### Assignment
Only one stretch of the data below should be repeated: the lines from the line containing "margin:0; padding:0; list-style:none" through the line containing "margin:0; font-size:13px; white-space:nowrap;", inclusive, exactly as they are.

### Stored data
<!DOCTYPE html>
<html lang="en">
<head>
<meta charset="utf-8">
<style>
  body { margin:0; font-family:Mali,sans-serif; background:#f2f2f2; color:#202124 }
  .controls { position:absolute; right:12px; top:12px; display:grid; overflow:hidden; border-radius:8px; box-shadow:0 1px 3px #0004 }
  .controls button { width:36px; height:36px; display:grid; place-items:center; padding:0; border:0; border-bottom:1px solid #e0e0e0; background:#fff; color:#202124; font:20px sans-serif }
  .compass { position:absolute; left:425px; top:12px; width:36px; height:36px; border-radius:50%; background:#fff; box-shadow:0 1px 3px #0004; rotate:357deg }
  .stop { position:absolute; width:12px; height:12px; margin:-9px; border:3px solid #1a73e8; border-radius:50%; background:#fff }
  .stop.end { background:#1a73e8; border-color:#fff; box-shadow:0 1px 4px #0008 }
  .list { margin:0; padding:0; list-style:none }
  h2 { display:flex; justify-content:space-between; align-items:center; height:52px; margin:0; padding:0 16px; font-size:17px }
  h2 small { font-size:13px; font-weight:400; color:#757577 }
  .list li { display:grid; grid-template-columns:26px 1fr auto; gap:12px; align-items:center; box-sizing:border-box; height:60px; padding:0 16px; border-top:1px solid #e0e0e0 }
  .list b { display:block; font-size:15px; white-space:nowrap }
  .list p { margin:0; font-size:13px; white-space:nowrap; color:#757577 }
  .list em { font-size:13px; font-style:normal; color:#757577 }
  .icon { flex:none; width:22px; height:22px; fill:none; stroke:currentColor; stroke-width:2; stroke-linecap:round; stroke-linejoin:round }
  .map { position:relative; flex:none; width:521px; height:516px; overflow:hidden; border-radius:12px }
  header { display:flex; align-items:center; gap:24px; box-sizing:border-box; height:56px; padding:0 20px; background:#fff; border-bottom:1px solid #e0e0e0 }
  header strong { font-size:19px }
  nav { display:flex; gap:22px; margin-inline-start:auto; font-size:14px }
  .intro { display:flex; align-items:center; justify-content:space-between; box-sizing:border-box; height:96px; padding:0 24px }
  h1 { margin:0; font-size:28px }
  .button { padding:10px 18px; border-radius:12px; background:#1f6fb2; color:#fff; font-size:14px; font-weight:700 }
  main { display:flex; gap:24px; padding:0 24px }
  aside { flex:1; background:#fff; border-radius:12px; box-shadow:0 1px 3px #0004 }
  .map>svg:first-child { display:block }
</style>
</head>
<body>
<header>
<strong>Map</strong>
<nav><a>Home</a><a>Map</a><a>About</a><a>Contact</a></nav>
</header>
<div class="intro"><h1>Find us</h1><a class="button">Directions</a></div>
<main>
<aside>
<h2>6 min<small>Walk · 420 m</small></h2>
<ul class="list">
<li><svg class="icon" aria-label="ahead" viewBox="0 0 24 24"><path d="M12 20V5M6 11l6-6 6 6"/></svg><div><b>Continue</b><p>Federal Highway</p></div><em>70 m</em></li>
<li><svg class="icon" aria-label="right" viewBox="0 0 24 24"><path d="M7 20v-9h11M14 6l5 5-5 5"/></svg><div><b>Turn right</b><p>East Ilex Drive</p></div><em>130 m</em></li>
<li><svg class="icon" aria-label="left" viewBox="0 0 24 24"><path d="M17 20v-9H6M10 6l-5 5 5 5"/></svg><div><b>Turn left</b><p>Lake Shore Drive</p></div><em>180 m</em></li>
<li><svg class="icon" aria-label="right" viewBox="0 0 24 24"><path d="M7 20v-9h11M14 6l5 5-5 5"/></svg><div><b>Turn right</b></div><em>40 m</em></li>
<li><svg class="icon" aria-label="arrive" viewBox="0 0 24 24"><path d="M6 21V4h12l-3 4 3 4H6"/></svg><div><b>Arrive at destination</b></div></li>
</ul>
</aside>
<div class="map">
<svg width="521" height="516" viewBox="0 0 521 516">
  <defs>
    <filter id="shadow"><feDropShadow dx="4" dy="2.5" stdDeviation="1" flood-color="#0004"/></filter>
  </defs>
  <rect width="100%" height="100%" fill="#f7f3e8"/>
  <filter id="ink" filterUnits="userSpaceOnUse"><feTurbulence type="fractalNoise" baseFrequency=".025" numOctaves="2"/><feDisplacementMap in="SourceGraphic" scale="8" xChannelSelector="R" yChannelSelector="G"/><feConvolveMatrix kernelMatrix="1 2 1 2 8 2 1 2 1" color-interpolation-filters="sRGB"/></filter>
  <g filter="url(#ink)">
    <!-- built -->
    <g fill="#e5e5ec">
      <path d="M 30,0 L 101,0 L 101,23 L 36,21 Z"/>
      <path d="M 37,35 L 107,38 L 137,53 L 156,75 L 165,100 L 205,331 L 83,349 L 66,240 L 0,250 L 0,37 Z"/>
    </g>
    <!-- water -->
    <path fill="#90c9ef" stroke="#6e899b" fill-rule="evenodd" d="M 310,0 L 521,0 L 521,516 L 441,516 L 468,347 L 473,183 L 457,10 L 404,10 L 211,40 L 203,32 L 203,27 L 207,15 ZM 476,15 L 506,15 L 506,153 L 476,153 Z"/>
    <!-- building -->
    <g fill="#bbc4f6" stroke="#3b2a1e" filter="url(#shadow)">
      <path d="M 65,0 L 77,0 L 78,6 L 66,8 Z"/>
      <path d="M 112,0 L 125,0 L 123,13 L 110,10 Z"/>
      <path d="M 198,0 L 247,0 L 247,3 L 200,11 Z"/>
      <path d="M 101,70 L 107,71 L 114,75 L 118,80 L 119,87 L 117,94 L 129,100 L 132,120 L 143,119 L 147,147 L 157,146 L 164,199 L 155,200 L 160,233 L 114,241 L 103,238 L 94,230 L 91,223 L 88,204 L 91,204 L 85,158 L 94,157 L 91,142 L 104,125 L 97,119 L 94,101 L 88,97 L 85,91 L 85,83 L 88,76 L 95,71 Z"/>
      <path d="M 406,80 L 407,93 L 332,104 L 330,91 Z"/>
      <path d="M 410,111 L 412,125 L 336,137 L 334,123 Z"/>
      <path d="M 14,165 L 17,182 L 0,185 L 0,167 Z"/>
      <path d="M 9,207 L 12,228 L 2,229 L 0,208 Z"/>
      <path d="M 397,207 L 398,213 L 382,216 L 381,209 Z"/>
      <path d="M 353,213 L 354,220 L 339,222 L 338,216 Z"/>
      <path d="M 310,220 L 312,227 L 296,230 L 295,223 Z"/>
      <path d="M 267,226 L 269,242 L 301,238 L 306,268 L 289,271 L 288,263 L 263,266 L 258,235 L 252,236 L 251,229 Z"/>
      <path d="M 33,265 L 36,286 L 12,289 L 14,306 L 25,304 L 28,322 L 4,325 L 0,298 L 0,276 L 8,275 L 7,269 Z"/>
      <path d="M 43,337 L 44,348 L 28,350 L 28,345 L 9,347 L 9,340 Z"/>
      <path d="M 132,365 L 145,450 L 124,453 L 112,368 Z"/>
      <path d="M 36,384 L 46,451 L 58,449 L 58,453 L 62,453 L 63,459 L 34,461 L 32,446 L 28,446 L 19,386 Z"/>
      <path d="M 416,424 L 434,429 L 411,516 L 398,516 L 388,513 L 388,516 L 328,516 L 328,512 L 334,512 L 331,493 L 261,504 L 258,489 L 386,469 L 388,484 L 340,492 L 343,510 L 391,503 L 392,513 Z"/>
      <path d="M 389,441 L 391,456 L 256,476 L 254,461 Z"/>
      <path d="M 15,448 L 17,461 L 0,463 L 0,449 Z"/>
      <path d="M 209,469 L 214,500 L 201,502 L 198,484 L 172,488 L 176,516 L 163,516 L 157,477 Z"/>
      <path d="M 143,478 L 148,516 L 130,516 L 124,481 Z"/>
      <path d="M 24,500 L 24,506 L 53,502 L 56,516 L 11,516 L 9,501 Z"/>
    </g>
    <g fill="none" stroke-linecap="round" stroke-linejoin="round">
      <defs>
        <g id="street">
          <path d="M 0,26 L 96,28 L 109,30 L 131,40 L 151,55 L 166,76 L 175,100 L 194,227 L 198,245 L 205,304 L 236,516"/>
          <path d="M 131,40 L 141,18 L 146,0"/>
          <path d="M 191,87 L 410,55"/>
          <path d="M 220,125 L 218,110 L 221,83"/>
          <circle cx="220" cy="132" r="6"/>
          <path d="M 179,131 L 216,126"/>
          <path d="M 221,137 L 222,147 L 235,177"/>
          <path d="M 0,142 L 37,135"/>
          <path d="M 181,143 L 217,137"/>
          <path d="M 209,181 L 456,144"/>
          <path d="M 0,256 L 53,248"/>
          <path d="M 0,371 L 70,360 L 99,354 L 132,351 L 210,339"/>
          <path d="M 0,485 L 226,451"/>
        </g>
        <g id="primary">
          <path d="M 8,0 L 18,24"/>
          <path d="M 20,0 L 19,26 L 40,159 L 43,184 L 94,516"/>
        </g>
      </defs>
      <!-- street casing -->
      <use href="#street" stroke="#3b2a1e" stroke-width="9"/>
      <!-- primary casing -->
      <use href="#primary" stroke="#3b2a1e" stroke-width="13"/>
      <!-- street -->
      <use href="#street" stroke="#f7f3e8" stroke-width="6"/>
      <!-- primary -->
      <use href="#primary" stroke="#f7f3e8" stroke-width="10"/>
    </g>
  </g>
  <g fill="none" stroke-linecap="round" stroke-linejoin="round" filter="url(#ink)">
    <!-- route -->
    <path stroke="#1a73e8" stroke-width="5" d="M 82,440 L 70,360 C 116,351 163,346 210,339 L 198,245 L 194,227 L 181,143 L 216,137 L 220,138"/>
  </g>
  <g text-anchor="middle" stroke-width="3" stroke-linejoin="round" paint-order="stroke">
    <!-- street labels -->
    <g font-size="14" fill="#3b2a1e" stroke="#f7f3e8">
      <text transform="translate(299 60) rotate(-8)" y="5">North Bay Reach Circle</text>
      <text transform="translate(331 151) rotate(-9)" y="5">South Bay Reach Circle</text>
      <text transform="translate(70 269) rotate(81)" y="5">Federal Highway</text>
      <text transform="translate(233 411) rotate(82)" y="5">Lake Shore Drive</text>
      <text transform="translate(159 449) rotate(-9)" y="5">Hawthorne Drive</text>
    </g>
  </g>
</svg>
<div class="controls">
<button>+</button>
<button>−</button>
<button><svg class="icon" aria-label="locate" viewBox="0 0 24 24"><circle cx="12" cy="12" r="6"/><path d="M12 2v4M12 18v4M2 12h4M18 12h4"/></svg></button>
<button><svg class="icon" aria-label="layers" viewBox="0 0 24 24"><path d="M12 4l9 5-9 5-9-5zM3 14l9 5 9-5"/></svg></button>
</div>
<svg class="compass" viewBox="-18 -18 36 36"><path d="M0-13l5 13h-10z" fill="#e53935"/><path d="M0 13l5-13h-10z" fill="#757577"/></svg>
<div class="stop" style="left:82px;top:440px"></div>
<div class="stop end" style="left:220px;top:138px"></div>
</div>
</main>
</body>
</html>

### Your solution
  .list { margin:0; padding:0; list-style:none }
  h2 { display:flex; justify-content:space-between; align-items:center; height:52px; margin:0; padding:0 16px; font-size:17px }
  h2 small { font-size:13px; font-weight:400; color:#757577 }
  .list li { display:grid; grid-template-columns:26px 1fr auto; gap:12px; align-items:center; box-sizing:border-box; height:60px; padding:0 16px; border-top:1px solid #e0e0e0 }
  .list b { display:block; font-size:15px; white-space:nowrap }
  .list p { margin:0; font-size:13px; white-space:nowrap; color:#757577 }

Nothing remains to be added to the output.